И перестала я дышать. И так, не дыша, вышла я из тумана в этой страшной тишине. И в этой страшной тишине увидела я страшную картину – ни одного лица не увидела я в мире. Впереди до самого горизонта – и на суше, и в воде – тянулась огромная просека из пней. Пни были разные – и оранжевые, и слегка желтоватые, и совсем бледные, и почерневшие, и посмуглевшие, – ну точно, как ребятишки разных рас в моем школьном атласе. Однако там у ребятишек были лица, а тут – только пни. Потому что пень – это был единственный предмет в мире, над которым я никогда не видела волшебного веера лиц, над которым никогда не распускался павлиний хвост. И пошла я между этих пней, спотыкаясь, – уже и не суша, и не вода, а так… – чавкает что-то под ногами. Болото, одним словом. Бреду и все поглядываю на лодку: как там свои-то в этом болоте? Тоже увязли, небось. Так ведь сами и завели сюда. Завели, куда хотели. Бреду – и все тяжелее мне, что лиц я не вижу. Уже и своих не хочу – только бы лица увидеть. Потому – что я теперь без лиц среди своих? Один дар у меня был – лица видеть, и тот отняли. Или сама потеряла? Зачем мне теперь свои? Да и как я узнаю, что они свои, если лиц больше нет?! И так я затосковала по дому своему, по янголам и цыганам… Ну чем они мне были не свои?! Они же все любили меня. Отчего же мне там никто не сказал, что тот, кто любит, – тот и свой! Отчего я ушла из дому? Ну пусть мне запрещали реветь в подсолнухах, но ведь можно же было реветь в каком-нибудь другом месте – ну хоть в церкви. Уж там-то никто не запретит. Так нет же! Нашла себе место для реву – болото с пнями. Реву я и лодку уже не вижу. И видеть ее не хочу. Все реву и реву, и слезами своими ближний пень орошаю – самый древний, самый черный, из которого никогда уже ничего не проклюнется… А уж если проклюнется, так только в виде исключения, в виде дива какого, чтоб другим было неповадно. Проревелась я – смотрю, и впрямь, из пня росточек выполз. И даже – какой там росточек! так! – почка крохотная, словно прививку садовод какой сделал не ко времени, а она и уснула на веки вечные. Да так и спала бы себе веки вечные, если бы не слезы мои. А из почки – крохотный листочек, а над ним уже – лицо живое. Одно-одинешенько во всем мире. Глазки протерло младенческие и губками шевелит – меня вроде как призывает поближе. Припала я ухом к нему, а оно шепчет:
– Ты у корней спроси, у корней. У пней лица в корнях таятся. А я, по правде, и сам ничего не знаю. Привили меня сюда, незнамо откуда… Мал я был, не понимал ничего. А теперь и меньше того понимаю… Случилось что-то… Ох, случилось… Ты у корней расспроси…

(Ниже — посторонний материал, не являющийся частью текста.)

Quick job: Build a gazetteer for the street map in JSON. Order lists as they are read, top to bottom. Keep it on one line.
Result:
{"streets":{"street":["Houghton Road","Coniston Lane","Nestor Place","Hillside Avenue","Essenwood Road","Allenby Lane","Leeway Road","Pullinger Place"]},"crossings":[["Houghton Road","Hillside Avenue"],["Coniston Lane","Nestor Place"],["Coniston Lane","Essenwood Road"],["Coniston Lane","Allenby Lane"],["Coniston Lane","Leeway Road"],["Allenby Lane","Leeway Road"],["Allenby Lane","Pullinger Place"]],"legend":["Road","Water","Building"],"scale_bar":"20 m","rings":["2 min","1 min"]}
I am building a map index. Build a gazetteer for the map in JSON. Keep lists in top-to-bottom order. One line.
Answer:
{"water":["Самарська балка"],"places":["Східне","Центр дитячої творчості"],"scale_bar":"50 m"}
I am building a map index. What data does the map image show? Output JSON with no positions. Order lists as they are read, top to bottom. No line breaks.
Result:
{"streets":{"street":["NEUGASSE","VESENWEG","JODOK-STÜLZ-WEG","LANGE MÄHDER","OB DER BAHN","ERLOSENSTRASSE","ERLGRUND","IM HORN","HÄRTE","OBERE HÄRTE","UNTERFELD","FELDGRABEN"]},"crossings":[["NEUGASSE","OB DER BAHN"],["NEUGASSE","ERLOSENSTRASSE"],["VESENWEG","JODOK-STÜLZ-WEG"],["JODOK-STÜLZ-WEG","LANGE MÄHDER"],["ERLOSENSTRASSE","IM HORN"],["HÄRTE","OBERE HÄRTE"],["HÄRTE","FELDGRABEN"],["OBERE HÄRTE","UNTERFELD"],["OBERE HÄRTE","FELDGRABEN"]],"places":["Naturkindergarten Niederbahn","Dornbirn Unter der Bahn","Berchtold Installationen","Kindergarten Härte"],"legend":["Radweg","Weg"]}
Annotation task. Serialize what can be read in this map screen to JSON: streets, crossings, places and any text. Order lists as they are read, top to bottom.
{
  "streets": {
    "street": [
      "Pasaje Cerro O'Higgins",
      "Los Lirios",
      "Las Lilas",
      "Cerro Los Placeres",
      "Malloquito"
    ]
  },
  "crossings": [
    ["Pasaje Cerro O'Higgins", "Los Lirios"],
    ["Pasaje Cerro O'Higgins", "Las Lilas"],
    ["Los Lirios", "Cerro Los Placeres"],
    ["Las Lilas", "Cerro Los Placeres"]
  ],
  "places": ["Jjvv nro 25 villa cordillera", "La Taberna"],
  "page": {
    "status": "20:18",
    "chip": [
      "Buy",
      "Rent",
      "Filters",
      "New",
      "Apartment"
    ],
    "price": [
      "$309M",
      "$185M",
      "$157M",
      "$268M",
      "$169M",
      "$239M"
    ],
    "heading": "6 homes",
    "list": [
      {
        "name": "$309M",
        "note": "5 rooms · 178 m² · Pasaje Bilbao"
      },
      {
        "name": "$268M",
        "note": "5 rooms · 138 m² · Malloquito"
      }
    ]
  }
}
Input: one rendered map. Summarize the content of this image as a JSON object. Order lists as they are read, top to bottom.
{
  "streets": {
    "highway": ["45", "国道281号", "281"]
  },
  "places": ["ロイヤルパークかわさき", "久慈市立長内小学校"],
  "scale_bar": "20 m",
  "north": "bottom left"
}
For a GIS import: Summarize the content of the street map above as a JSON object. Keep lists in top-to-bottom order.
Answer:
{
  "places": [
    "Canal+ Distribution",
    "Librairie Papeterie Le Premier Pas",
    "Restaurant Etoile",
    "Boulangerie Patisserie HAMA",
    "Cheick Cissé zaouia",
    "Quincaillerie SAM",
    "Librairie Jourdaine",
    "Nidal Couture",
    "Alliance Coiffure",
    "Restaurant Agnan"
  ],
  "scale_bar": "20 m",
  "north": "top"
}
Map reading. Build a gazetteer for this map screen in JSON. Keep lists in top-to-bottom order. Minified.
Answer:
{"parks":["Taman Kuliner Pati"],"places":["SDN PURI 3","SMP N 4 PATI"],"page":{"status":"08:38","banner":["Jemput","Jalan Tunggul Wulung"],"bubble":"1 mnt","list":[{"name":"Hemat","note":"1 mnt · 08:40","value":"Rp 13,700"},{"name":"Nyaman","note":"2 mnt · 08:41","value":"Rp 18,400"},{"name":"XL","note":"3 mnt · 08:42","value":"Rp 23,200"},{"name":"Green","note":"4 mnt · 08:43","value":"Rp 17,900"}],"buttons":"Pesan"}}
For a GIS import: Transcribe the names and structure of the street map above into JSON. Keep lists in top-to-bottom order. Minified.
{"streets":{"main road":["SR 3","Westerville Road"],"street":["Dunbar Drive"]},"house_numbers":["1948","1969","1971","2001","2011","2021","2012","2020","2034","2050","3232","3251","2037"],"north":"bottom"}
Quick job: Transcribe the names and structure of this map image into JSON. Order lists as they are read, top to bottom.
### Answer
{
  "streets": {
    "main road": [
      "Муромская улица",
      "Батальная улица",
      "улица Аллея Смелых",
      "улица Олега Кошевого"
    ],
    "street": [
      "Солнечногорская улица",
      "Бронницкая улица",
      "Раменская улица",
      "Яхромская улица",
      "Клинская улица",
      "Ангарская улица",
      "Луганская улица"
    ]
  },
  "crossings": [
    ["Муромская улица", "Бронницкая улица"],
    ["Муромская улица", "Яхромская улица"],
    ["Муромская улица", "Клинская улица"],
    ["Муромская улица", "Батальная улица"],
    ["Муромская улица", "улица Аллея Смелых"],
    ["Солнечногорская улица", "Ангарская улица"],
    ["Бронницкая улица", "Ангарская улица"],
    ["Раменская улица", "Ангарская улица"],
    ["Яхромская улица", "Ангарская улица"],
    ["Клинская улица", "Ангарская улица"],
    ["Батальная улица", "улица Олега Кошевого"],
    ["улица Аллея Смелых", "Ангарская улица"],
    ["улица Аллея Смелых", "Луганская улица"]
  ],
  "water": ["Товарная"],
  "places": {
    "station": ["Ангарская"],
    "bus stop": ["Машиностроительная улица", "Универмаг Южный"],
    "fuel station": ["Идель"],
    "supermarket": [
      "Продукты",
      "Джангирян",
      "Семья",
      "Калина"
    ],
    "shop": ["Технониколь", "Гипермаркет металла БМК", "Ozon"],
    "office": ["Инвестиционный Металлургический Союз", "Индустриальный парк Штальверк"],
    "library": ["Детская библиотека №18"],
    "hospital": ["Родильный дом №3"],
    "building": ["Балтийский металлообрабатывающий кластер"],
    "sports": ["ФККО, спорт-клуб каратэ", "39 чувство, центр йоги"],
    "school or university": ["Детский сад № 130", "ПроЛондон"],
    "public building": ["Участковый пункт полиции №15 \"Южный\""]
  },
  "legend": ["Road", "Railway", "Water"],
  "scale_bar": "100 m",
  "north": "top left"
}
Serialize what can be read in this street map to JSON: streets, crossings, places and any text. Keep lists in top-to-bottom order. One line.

Тут ветер налетел и сорвал листочек и лицо единственное вместе с ним…
Летело оно по ветру и все кричало мне:
– Ты у корней спроси! У корней!
Ну и стала я бродить между пней и у корней все расспрашивать. А они все молчат, окаянные. Ну это всякий знает – они для того и созданы, чтобы молчать. Если бы еще и корни болтать начали, так в мире бы жить совсем невозможно стало. Но ведь бывают же исключения – в виде дива дивного, чтоб другим неповадно было. Вот я им про это исключение – день деньской, и ночь сплошную, и опять с утра пораньше, а они все молчат и молчат. Я им про чудо, а они все молчат и молчат. Я уж у дубовых пней и не спрашиваю, все равно толку никакого, упертые потому что, к осиновым тоже не подступаюсь, трусливые больно – и захотят сказать, да побоятся, и березовые обхожу – обидчивые. И все понять не могу, чем я их обидела в свое время. Может, сказку какую не дослушала или не так услышала, не так янголам пересказала, а цыгане подслушали и вовсе переврали. Но что теперь-то вспоминать прошлое, говорят, кто прошлое помянет – тому глаз вон. А какой тут глаз – когда и лиц-то в мире не осталось. Лица же спасать надо. А они молчат. Нет, все равно обижаются, дуются, молчат – ну пни пнями. Конечно, если бы это живая березка была или осинка – они бы мне живо помогли. Они зла не помнят. А пни, они и есть пни, они только выдают себя за березку да за осинку. А посмотришь, ну пень пнем, и какие там корни под ним – он и сам не знает, хоть воображает себя хранителем.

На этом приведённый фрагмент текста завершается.